| Exercise directions |
In the data below, find the line with "Describe the image" and output it along with every later line, exactly, but not the pictures.

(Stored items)
■ ■ ■ ■ ■ ■ ■
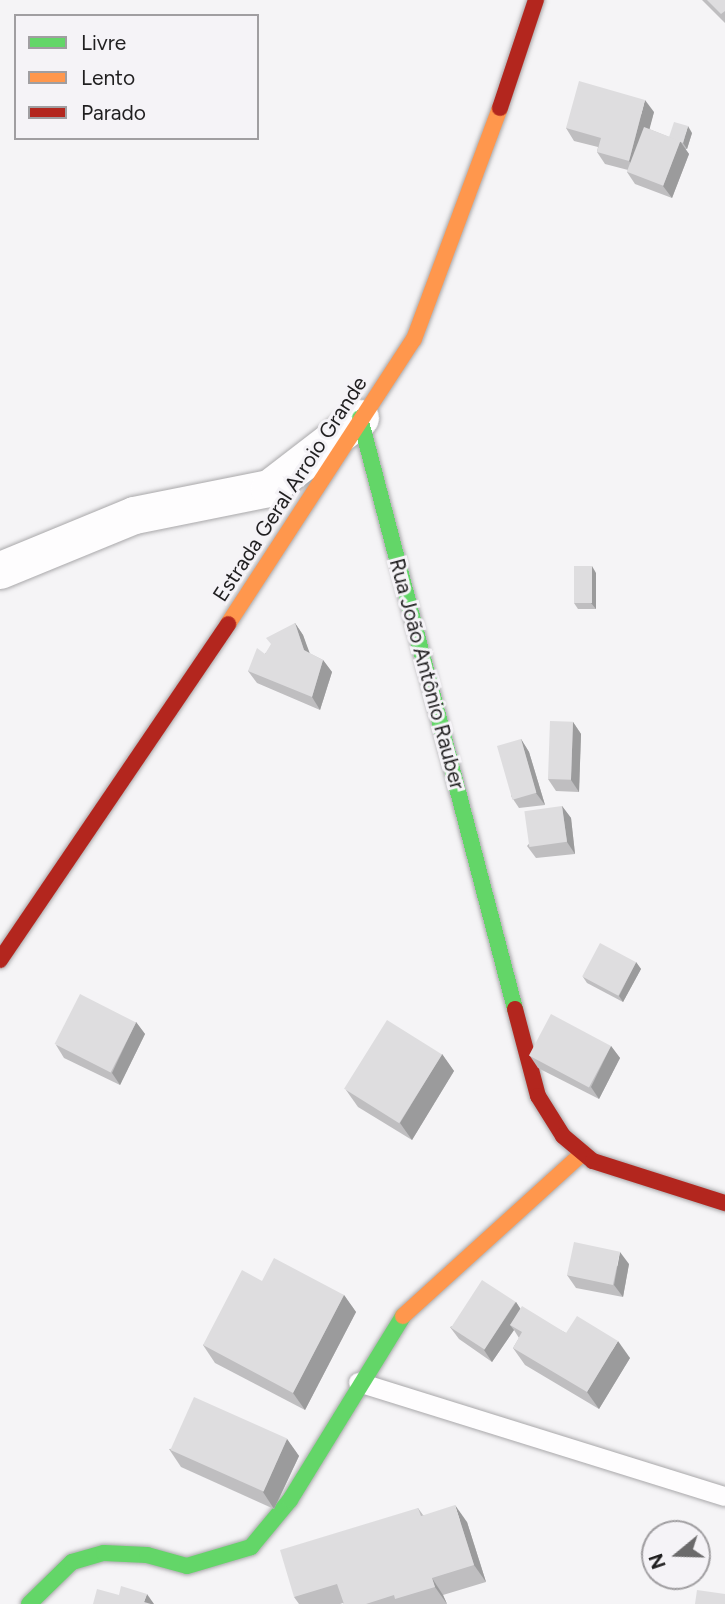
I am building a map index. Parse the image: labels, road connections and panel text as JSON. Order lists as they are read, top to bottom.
{
  "streets": {
    "street": ["Estrada Geral Arroio Grande", "Rua João Antônio Rauber"]
  },
  "crossings": [
    ["Estrada Geral Arroio Grande", "Rua João Antônio Rauber"]
  ],
  "legend": ["Livre", "Lento", "Parado"],
  "north": "left"
}
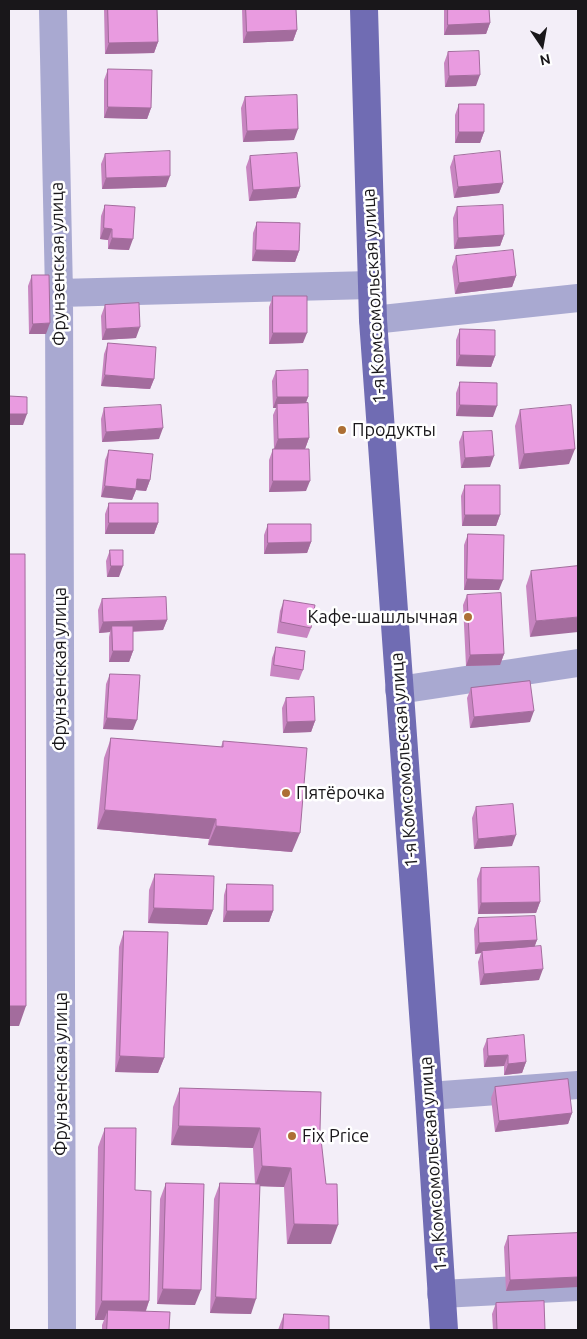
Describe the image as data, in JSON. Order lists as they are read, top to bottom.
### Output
{
  "streets": {
    "main road": ["1-я Комсомольская улица"],
    "street": ["Фрунзенская улица"]
  },
  "places": [
    "Продукты",
    "Кафе-шашлычная",
    "Пятёрочка",
    "Fix Price"
  ],
  "north": "bottom"
}
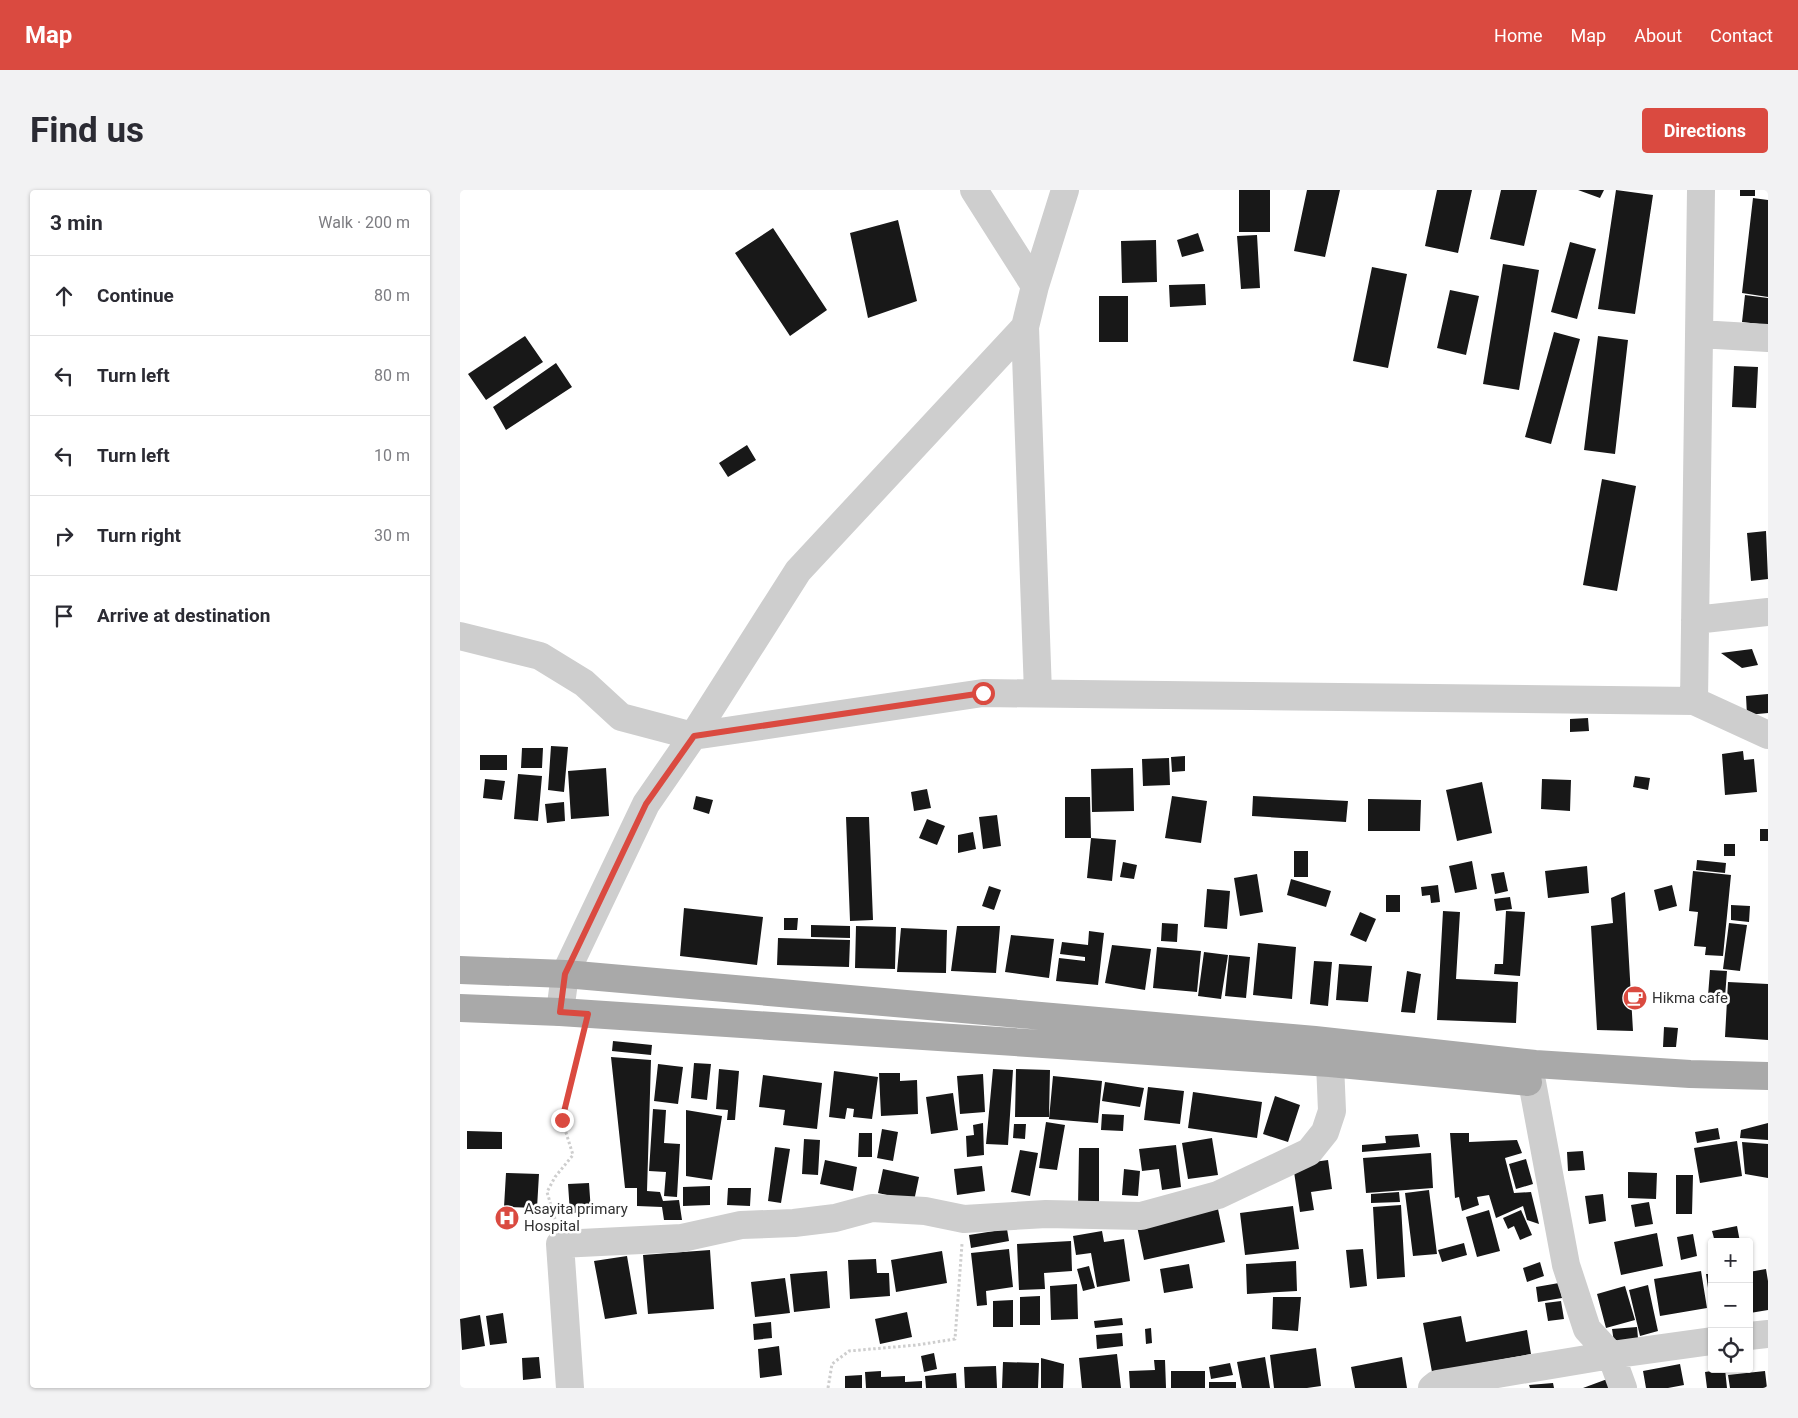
■ ■ ■ ■ ■ ■ ■
| Solved exercise |
Describe the image as data, in JSON. Order lists as they are read, top to bottom.
### Output
{
  "streets": {
    "main road": ["1-я Комсомольская улица"],
    "street": ["Фрунзенская улица"]
  },
  "places": [
    "Продукты",
    "Кафе-шашлычная",
    "Пятёрочка",
    "Fix Price"
  ],
  "north": "bottom"
}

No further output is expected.